Hoy, en un tribunal de Nueva York, comienza el juicio penal a políticos de México acusados por Estados Unidos (Donald Trump) de narcotráfico y de recibir sobornos del Cartel de Sinaloa, de los hijos de Joaquín Guzmán Loera, El Chapo, condenado a cadena perpetua en el país vecino.
Por lo pronto, el general Gerardo Mérida, secretario de Seguridad Pública con el góber precioso de Sinaloa, Rubén Rocha Moya, en el palenque penal.
El trascendido de que el general recibía más de cien mil dólares mensuales de los hijos de El Chapo.
Los Chapitos.
El general se entregó por voluntad propia.
La versión de que otro secretario de Estado con Rubén Rocha, el titular de Finanzas, Enrique Díaz Vega, también se entregó.

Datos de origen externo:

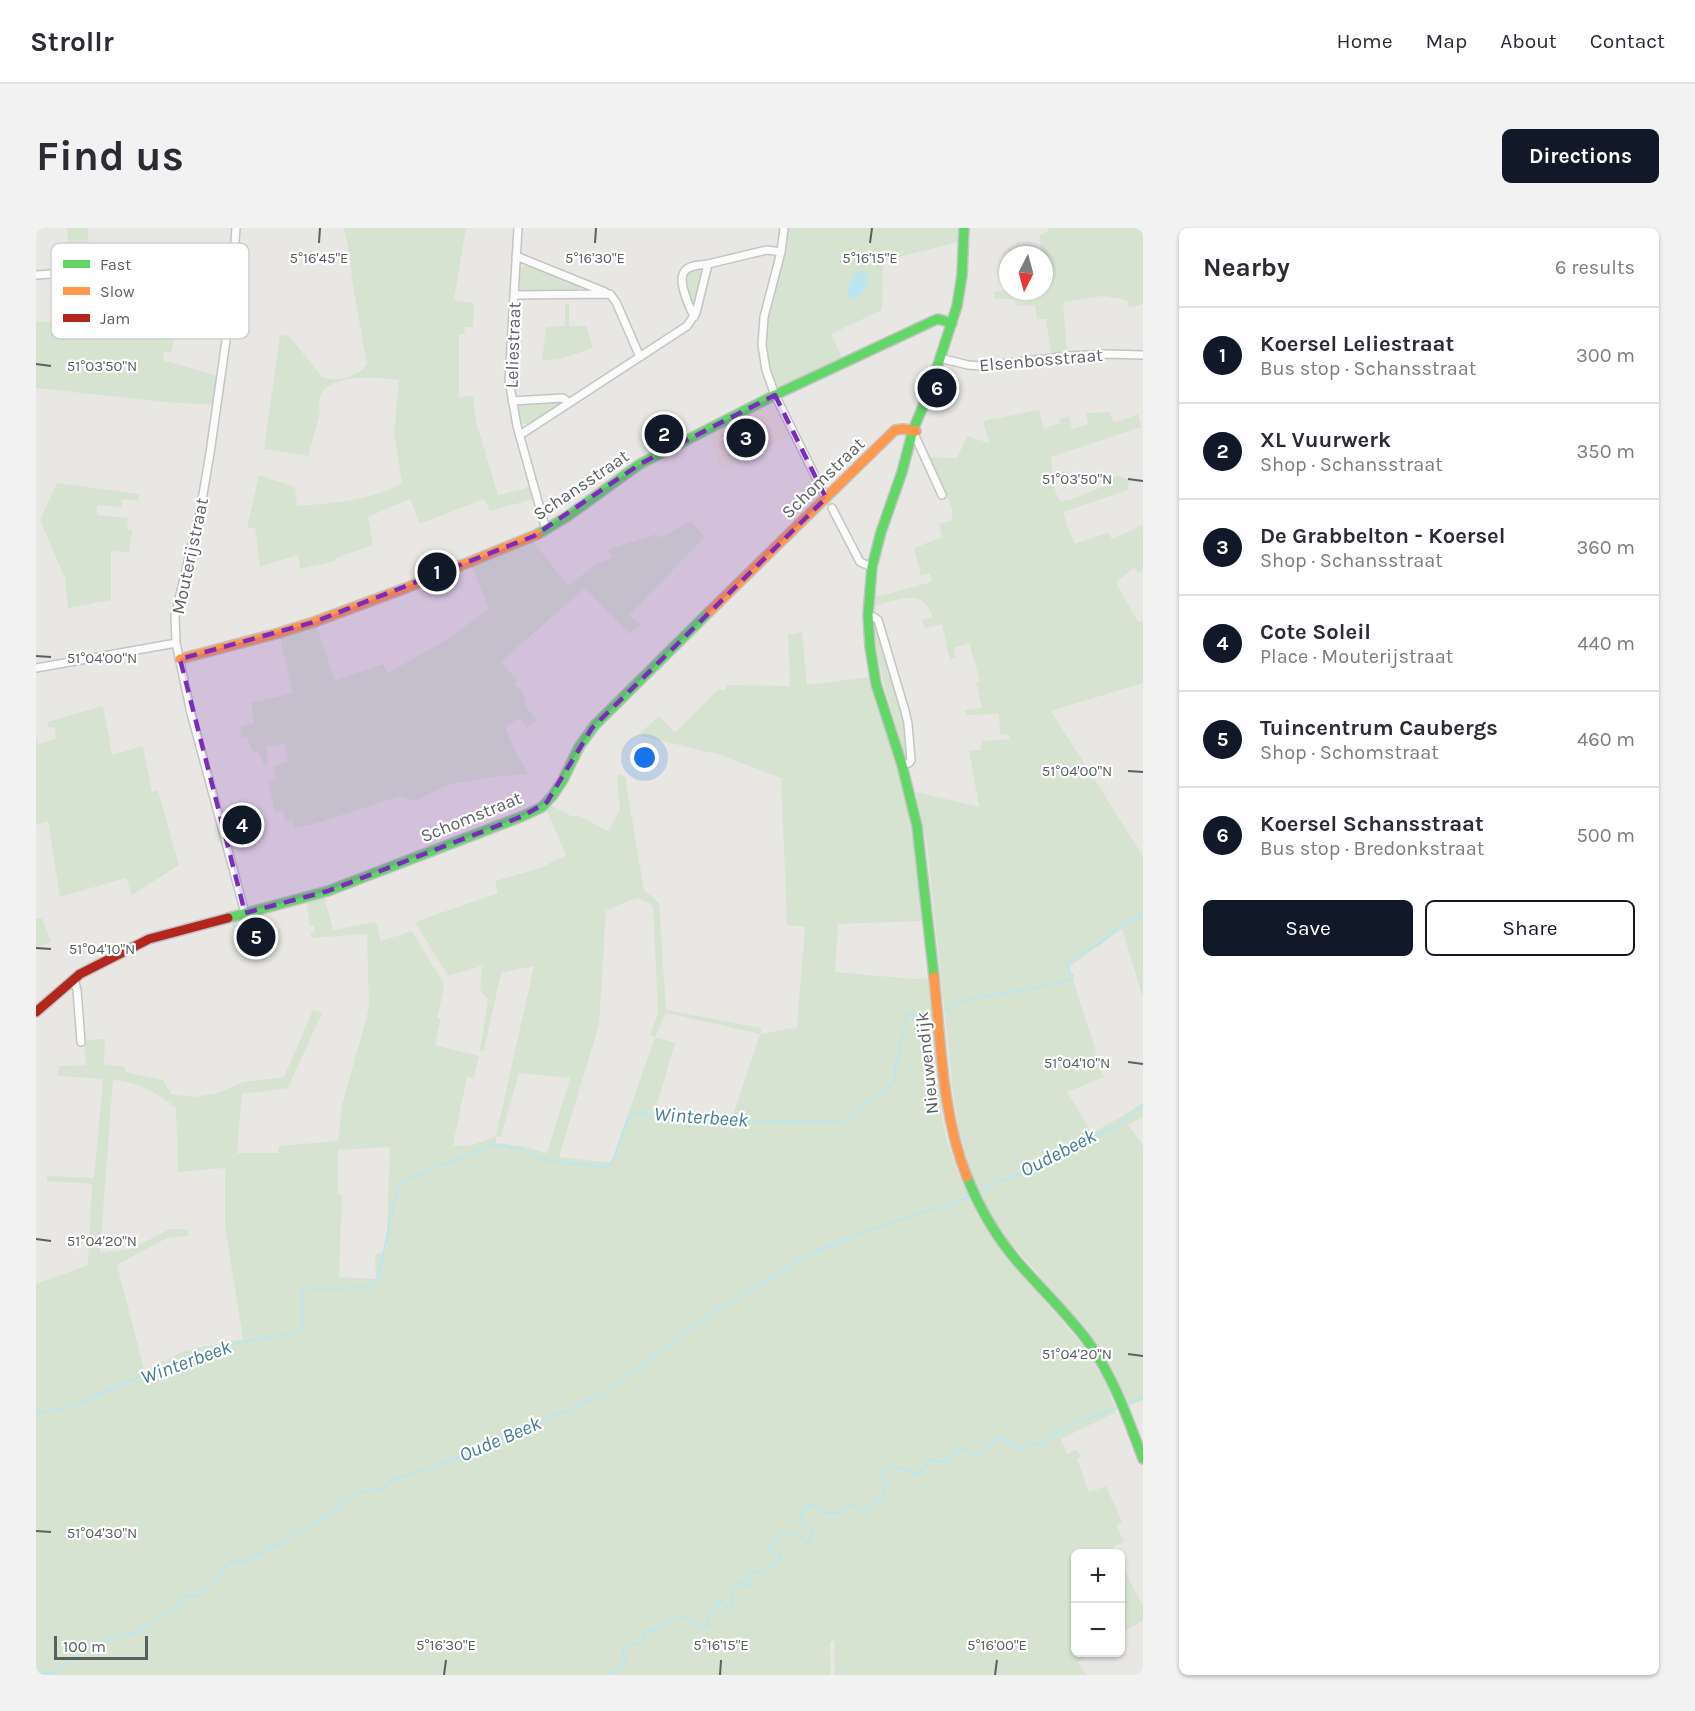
<!DOCTYPE html>
<html lang="en">
<head>
<meta charset="utf-8">
<style>
  body { margin:0; font-family:Karla,sans-serif; background:#f2f2f3; color:#2b2b33 }
  .controls { position:absolute; right:18px; bottom:18px; display:grid; overflow:hidden; border-radius:9px; box-shadow:0 2px 4px #0004 }
  .controls button { width:54px; height:54px; display:grid; place-items:center; padding:0; border:0; border-bottom:2px solid #e1e1e2; background:#fff; color:#2b2b33; font:30px sans-serif }
  .compass { position:absolute; left:963px; top:18px; width:54px; height:54px; border-radius:50%; background:#fff; box-shadow:0 2px 4px #0004; rotate:186deg }
  .scale { position:absolute; left:18px; bottom:15px; width:94px; box-sizing:border-box; padding-left:6px; border:3px solid #5a5f61; border-top:0; font-size:16px; line-height:21px; white-space:nowrap; color:#5a5f61; -webkit-text-stroke:4px #fff; paint-order:stroke }
  .you { position:absolute; left:609px; top:530px; width:21px; height:21px; margin:-15px; border:4px solid #fff; border-radius:50%; background:#1a73e8; box-shadow:0 0 0 9px #1a73e833 }
  .badge { display:grid; place-items:center; width:39px; height:39px; border-radius:50%; background:#111827; color:#fff; font-size:20px; font-weight:700 }
  .pin { position:absolute; translate:-50% -50%; border:3px solid #fff; box-shadow:0 2px 6px #0006 }
  .list { margin:0; padding:0; list-style:none }
  h2 { display:flex; justify-content:space-between; align-items:center; height:78px; margin:0; padding:0 24px; font-size:26px }
  h2 small { font-size:20px; font-weight:400; color:#7c7c81 }
  .list li { display:grid; grid-template-columns:39px 1fr auto; gap:18px; align-items:center; box-sizing:border-box; height:96px; padding:0 24px; border-top:2px solid #e1e1e2 }
  .list b { display:block; font-size:22px; white-space:nowrap }
  .list p { margin:0; font-size:20px; white-space:nowrap; color:#7c7c81 }
  .list em { font-size:20px; font-style:normal; color:#7c7c81 }
  .actions { display:flex; gap:12px; padding:18px 24px }
  .actions a { flex:1; padding:14px 0; border:2px solid #111827; border-radius:9px; text-align:center; font-size:21px; color:#111827 }
  .actions .main { background:#111827; color:#fff }
  .map { position:relative; flex:none; width:1107px; height:1447px; overflow:hidden; border-radius:9px }
  header { display:flex; align-items:center; gap:36px; box-sizing:border-box; height:84px; padding:0 30px; background:#fff; border-bottom:2px solid #e1e1e2 }
  header strong { font-size:28px }
  nav { display:flex; gap:33px; margin-inline-start:auto; font-size:21px }
  .intro { display:flex; align-items:center; justify-content:space-between; box-sizing:border-box; height:144px; padding:0 36px }
  h1 { margin:0; font-size:42px }
  .button { padding:15px 27px; border-radius:9px; background:#111827; color:#fff; font-size:21px; font-weight:700 }
  main { display:flex; gap:36px; padding:0 36px }
  aside { flex:1; background:#fff; border-radius:9px; box-shadow:0 2px 4px #0004 }
  .map>svg:first-child { display:block }
</style>
</head>
<body>
<header>
<strong>Strollr</strong>
<nav><a>Home</a><a>Map</a><a>About</a><a>Contact</a></nav>
</header>
<div class="intro"><h1>Find us</h1><a class="button">Directions</a></div>
<main>
<div class="map">
<svg width="1107" height="1447" viewBox="0 0 1107 1447">
  <rect width="100%" height="100%" fill="#e9e7e4"/>
  <path fill="#e9e1d6" d="M735,175L739,177L756,207L684,241L674,204Z"/>
  <path fill="#d7e3d1" fill-rule="evenodd" d="M31,0H52L53,40L34,42Z
    M308,0H430L418,72L438,75L437,99H429L428,106H423V169L437,168L440,193L462,267L494,259L498,271L454,283L448,271L384,296L374,271L332,289L337,317L300,330V333L264,341L262,327L224,339L219,300H211L223,247L259,259L261,278C296,275 334,273 366,255L358,205L363,152C342,150 289,143 283,173C283,173 284,181 284,182C282,197 276,213 272,228L228,221L244,107L253,108L286,149C300,154 323,149 331,136L316,53L314,29Z
    M751,0H922L923,14L847,33L846,82L795,106L807,132L746,160L739,157C722,113 732,89 743,46C747,31 749,16 751,0Z
    M1012,0H1107V76L1093,80L1091,72L1067,68L1027,74L1031,125L1015,126L1010,91H1001L999,77L982,78L977,71H959L958,64L972,61V63H1008V27H1005L1004,7L1013,3Z
    M487,38C499,37 530,52 543,57L545,61L541,64H488L481,57L482,45Z
    M660,41H664L665,46L660,72L657,75L655,74C650,62 642,46 660,41Z
    M529,76H533V98H550L557,120L524,131L506,133L510,99L529,98Z
    M83,93L125,96L140,100L135,125L128,124L127,132L181,148L178,177L128,174L0,160V94Z
    M524,173L522,178L495,196H488L484,193L481,186L482,179L487,175Z
    M1003,182L1008,200L1024,196L1023,191L1033,188L1036,201L1052,196L1050,185L1074,184L1078,195L1102,186L1105,199L1015,229C1017,243 1016,263 1025,273L1036,271L1066,259L1077,249L1083,248L1093,252L1092,262L1027,284L1032,300L1039,316L1070,305L1073,306L1076,311L1107,297V342L1103,345L1098,340L1080,355L1102,394L1107,393V455L1015,483L1107,628V770L1086,701L1033,739L1068,849L1031,864L1056,905L1083,890L1107,875V889L1092,897L1107,917V1172L1093,1178L1078,1144L1069,1127L1042,1092L973,1013L953,983L935,946L923,902L918,873L891,617L880,564L943,579L933,522H945V513L973,511V506L964,507L963,486L930,487L929,482L946,480L940,454L944,453L933,415L918,420L920,430L914,432L906,396L889,400L886,392L897,389C894,384 892,376 886,373C874,365 852,375 838,378L839,369L896,354L894,345L885,348L878,320L906,309L903,296L916,293V280L893,229L921,230L931,208L953,215L947,193Z
    M21,255L103,266V273L86,271V279L61,277V287L92,290L91,302H96L93,324L75,323V372L32,380L29,350L4,292Z
    M655,293L669,309L593,387L605,397L593,406L549,360L465,434L481,452L479,456L487,464L491,481L502,492L491,500L485,490L469,498L478,521L493,546L457,549L414,556L379,573L364,568L281,595L258,600L256,591L249,593L247,583L239,584L232,553L241,551L237,538L252,533L249,515L230,519L232,536L228,538L223,524L217,525L211,509L206,511L204,499L218,495L215,475L257,465L244,409L280,396L299,453L347,436L352,445L410,412L453,381L435,337L497,313L532,358L559,337L577,330L571,322L621,306L624,310Z
    M838,392L841,394L869,491L872,527L870,529C855,482 841,441 838,392Z
    M766,404L771,457L833,449C842,485 856,519 865,555C877,597 881,640 885,683L886,693L802,696L799,744L878,751L892,750L907,895L912,916L922,945L941,986L967,1025L1049,1120L1071,1157L1080,1184L1025,1211L1031,1226L1041,1222L1045,1229L1041,1231L1053,1264L1070,1258L1086,1294L1080,1298L1089,1314L1077,1319L1080,1325L1040,1326V1424L1056,1425L1042,1434L1050,1447H799L798,1413L794,1414L795,1447H0V1056L52,1037L56,956L11,953V948L58,950L67,851L21,848L23,838L50,837L48,812L69,811L68,836L89,839V844L127,852L135,866L159,869L182,865L207,854L248,849L277,782L286,785L252,860L206,866L201,925H242L243,918L302,913L306,877L333,780L331,706L275,710V705L279,704L278,698H274L270,673L288,668L297,702L340,694L345,713L376,703L407,754L408,761L401,790L405,791L399,817L443,828L438,850L431,849L417,917C432,920 446,914 460,908L498,738L465,745L448,823H444L452,771L444,762L446,738L412,748L379,694L462,665L459,653L504,640L530,627L509,579L513,576L535,588H544L572,603L584,582L581,553L583,546L589,548L608,662L623,675L630,782L725,800V806L761,799L769,699L751,697L745,550L684,527L602,507L623,488L639,505L682,462H690V457L754,458L752,407ZM603,670L617,678L622,785L614,807L619,809L575,935L523,929L563,797L570,683L592,673ZM630,785L724,806L696,889L619,883L639,815L619,809ZM483,845L534,850L511,925L486,918L460,915V908L465,909ZM77,852C100,853 123,866 140,880L142,944L189,940V998L207,1111L171,1118L146,1124L109,1144L81,1037L131,1010L152,1008L151,1001H134L95,1021L64,1025ZM354,919L350,1024L339,1026L340,1051L303,1049L306,968L302,966V922Z
    M67,478L76,527L107,518L116,564L122,562L143,637L96,667L90,650L24,669L12,593L0,597V509L2,516L20,511L19,499L13,500L11,494Z
    M6,690L15,714L0,720V691Z
    M1084,1334L1107,1378V1392L1085,1406Z"/>
  <path fill="#bce6ef" d="M826,43L830,45C835,54 829,64 821,70H814C809,59 814,52 821,44Z"/>
  <g fill="none" stroke-linecap="round" stroke-linejoin="round">
    <path stroke="#bce6ef" stroke-width="2" d="M909,783L922,774L930,772L990,762L1034,752L1037,748L1033,743L1031,734L1062,717L1084,698L1107,686
      M1101,883L1107,877
      M945,963L1030,923L1082,897L1098,886
      M1094,1174L1107,1170
      M0,1186L32,1180L136,1135L181,1119L256,1105L266,1101V1068L268,1060L297,1061L336,1058L342,1051L362,957L371,951L457,917L486,921L500,930L515,933L571,939L578,930L593,887L602,885L677,892L806,894L860,853L859,842L871,786L884,789L897,785
      M0,1447L19,1444L51,1421L81,1408L101,1404L142,1378L150,1368L164,1367L181,1350L194,1334H208L250,1312L287,1291L307,1274L324,1264L346,1261L356,1252L399,1239L482,1205L562,1168L588,1151L675,1086L772,1027L813,1010L879,986L912,978L934,968
      M574,1447L587,1436L589,1431L587,1422L590,1418L605,1414L609,1405L626,1399L642,1387L668,1398L673,1397L671,1389L675,1385L682,1382L680,1376L682,1373H687L690,1379L695,1380L697,1358L704,1355L715,1357L714,1351L710,1344L729,1345L735,1337L743,1335L745,1328L733,1321C737,1308 745,1306 757,1304L771,1315L774,1312L776,1300L764,1293L770,1278L778,1277L787,1285H805L813,1277L828,1282C844,1274 848,1270 850,1252L844,1245L856,1238L883,1246L894,1232L907,1234L926,1221L934,1223L941,1228L964,1208L976,1217L984,1221L995,1216H1005L1041,1192L1055,1190L1082,1179"/>
    <defs>
      <path id="street" d="M200,0L194,84L174,225L164,284L139,388L140,415L155,485L209,685
        M482,0L473,152L481,198L510,302
        M748,0L745,24L728,89L726,117L730,142L739,167L790,270
        M480,28L569,64
        M0,47L80,42L197,60
        M478,67L574,66L580,74L604,129
        M658,89C654,79 640,52 649,43C653,37 666,37 672,36
        M904,130L932,137L947,138L1033,128L1071,126L1107,127
        M476,173L527,170L533,175
        M484,207L651,98L660,85L672,36L731,22L745,24
        M880,210L906,267
        M796,280L824,334L836,339
        M832,387L838,389L842,392L869,483L872,496L875,532L873,535L866,537
        M0,440L140,415
        M38,752L41,762L45,814"/>
      <path id="fast" d="M502,306L532,288L604,236L739,167L897,93L902,91L916,95
        M192,690L292,663L487,588L506,579L517,567L527,552L543,519L558,498L673,384
        M898,749L881,598L866,537L840,456L834,419L832,387L836,339L845,304L866,244L877,202L893,164L921,78L926,47L928,0
        M931,949C943,979 959,1007 980,1032C1004,1060 1031,1085 1053,1115C1078,1150 1092,1191 1107,1231"/>
      <path id="slow" d="M673,384L859,202L867,201L880,203
        M144,431L243,405L278,394L370,360L502,306
        M898,749C905,815 906,887 931,949"/>
      <path id="jam" d="M0,784L44,746L113,711L192,690"/>
    </defs>
    <use href="#street" stroke="#c3c4c4" stroke-width="10"/>
    <use href="#fast" stroke="#c3c4c3" stroke-width="12"/>
    <use href="#slow" stroke="#c3c4c3" stroke-width="12"/>
    <use href="#jam" stroke="#c3c4c3" stroke-width="12"/>
    <use href="#street" stroke="#fcfbfb" stroke-width="7"/>
    <use href="#fast" stroke="#63d668" stroke-width="9"/>
    <use href="#slow" stroke="#ff974d" stroke-width="9"/>
    <use href="#jam" stroke="#b3261e" stroke-width="9"/>
  </g>
  <path fill="#7b2cbf" fill-opacity="0.2" stroke="#7b2cbf" stroke-width="4.5" stroke-dasharray="12 8" stroke-linejoin="round" d="M739,167L790,270L556,500L511,574L487,588L292,663L209,685L144,431L278,394L498,308L604,236Z"/>
  <path fill="none" stroke="#5a5f61" stroke-width="2" d="M283,15L284,0M559,15L560,0M834,15L836,0M0,136L15,138M1092,251L1107,253M0,428L15,429M1092,543L1107,544M0,720L15,721M1092,834L1107,836M0,1011L15,1013M1092,1126L1107,1128M0,1303L15,1304M408,1447L410,1432M684,1447L685,1432M959,1447L961,1432"/>
  <g text-anchor="middle" dominant-baseline="central" stroke-width="4.5" stroke-linejoin="round" paint-order="stroke">
    <g font-size="18" fill="#5a5f61" stroke="#fff">
      <text transform="translate(477 117) rotate(-88)">Leliestraat</text>
      <text transform="translate(1005 132) rotate(-5)">Elsenbosstraat</text>
      <text transform="translate(787 250) rotate(-44)">Schomstraat</text>
      <text transform="translate(545 257) rotate(-34)">Schansstraat</text>
      <text transform="translate(154 328) rotate(-78)">Mouterijstraat</text>
      <text transform="translate(435 589) rotate(-22)">Schomstraat</text>
      <text transform="translate(891 835) rotate(-96)">Nieuwendijk</text>
    </g>
    <g font-size="20" font-style="italic" fill="#437d93" stroke="#fff">
      <text transform="translate(665 889) rotate(4)">Winterbeek</text>
      <text transform="translate(1022 925) rotate(-27)">Oudebeek</text>
      <text transform="translate(150 1134) rotate(-20)">Winterbeek</text>
      <text transform="translate(464 1211) rotate(-23)">Oude Beek</text>
    </g>
  </g>
  <rect x="15" y="15" width="198" height="96" rx="9" fill="#fff" stroke="#cecfd0" stroke-width="1.5"/>
  <rect x="27" y="32" width="27" height="8" fill="#63d668"/>
  <rect x="27" y="59" width="27" height="8" fill="#ff974d"/>
  <rect x="27" y="86" width="27" height="8" fill="#b3261e"/>
  <g font-size="16" fill="#5a5f61">
    <text x="64" y="42">Fast</text>
    <text x="64" y="69">Slow</text>
    <text x="64" y="96">Jam</text>
  </g>
  <g font-size="15" text-anchor="middle" fill="#5a5f61" stroke="#fff" stroke-width="4.5" stroke-linejoin="round" paint-order="stroke">
    <text x="283" y="35">5°16'45"E</text>
    <text x="559" y="35">5°16'30"E</text>
    <text x="834" y="35">5°16'15"E</text>
    <text x="66" y="143">51°03'50"N</text>
    <text x="1041" y="256">51°03'50"N</text>
    <text x="66" y="435">51°04'00"N</text>
    <text x="1041" y="548">51°04'00"N</text>
    <text x="66" y="726">51°04'10"N</text>
    <text x="1041" y="840">51°04'10"N</text>
    <text x="66" y="1018">51°04'20"N</text>
    <text x="1041" y="1131">51°04'20"N</text>
    <text x="66" y="1310">51°04'30"N</text>
    <text x="410" y="1422">5°16'30"E</text>
    <text x="685" y="1422">5°16'15"E</text>
    <text x="961" y="1422">5°16'00"E</text>
  </g>
</svg>
<div class="controls">
<button>+</button>
<button>−</button>
</div>
<svg class="compass" viewBox="-18 -18 36 36"><path d="M0-13l5 13h-10z" fill="#e53935"/><path d="M0 13l5-13h-10z" fill="#7c7c81"/></svg>
<div class="scale">100 m</div>
<div class="you"></div>
<div class="pin badge" style="left:401px;top:344px">1</div>
<div class="pin badge" style="left:628px;top:206px">2</div>
<div class="pin badge" style="left:710px;top:210px">3</div>
<div class="pin badge" style="left:206px;top:597px">4</div>
<div class="pin badge" style="left:220px;top:709px">5</div>
<div class="pin badge" style="left:901px;top:160px">6</div>
</div>
<aside>
<h2>Nearby<small>6 results</small></h2>
<ul class="list">
<li><span class="badge">1</span><div><b>Koersel Leliestraat</b><p>Bus stop · Schansstraat</p></div><em>300 m</em></li>
<li><span class="badge">2</span><div><b>XL Vuurwerk</b><p>Shop · Schansstraat</p></div><em>350 m</em></li>
<li><span class="badge">3</span><div><b>De Grabbelton - Koersel</b><p>Shop · Schansstraat</p></div><em>360 m</em></li>
<li><span class="badge">4</span><div><b>Cote Soleil</b><p>Place · Mouterijstraat</p></div><em>440 m</em></li>
<li><span class="badge">5</span><div><b>Tuincentrum Caubergs</b><p>Shop · Schomstraat</p></div><em>460 m</em></li>
<li><span class="badge">6</span><div><b>Koersel Schansstraat</b><p>Bus stop · Bredonkstraat</p></div><em>500 m</em></li>
</ul>
<div class="actions"><a class="main">Save</a><a>Share</a></div>
</aside>
</main>
</body>
</html>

Por lo pronto, su destino, en la incógnita.
En total, nueve políticos acusados.
Y ni hablar, Estados Unidos descubrió y con lupa, todo indica, lo que aquí en México nadie de MORENA, ni en el tiempo del expresidente Andrés Manuel López Obrador, miró.
O, en todo caso, quiso mirar.
Y en todo caso, miró pero se hicieron tontos.
A tono con aquella frase obradorista: “Si te cachan… Te echas la culpa y te callas”.
Ya se sabe, “la honestidad valiente y la purificación moral”.
Y con la leyendita aquella de “no somos iguales”… a los priistas y panistas.
De paso, el gran duelo verbal y político y social entre MORENA y el PAN.
El PAN, duro y tupido en contra de Rubén Rocha.
Y MORENA, dura y tupida en contra de la gobernadora panista de Chihuahua.
En el país, seis de cada diez mexicanos en la miseria, la pobreza y la jodidez.
El desempleo, el subempleo, los salarios pichurrientos y la migración, sobre todo, a Estados Unidos.
Otros políticos como Zenyazen Escobar, el diputado federal de Cuitláhuac García Jiménez, “haciendo patria” como boxeador callejero en el Congreso de la Unión.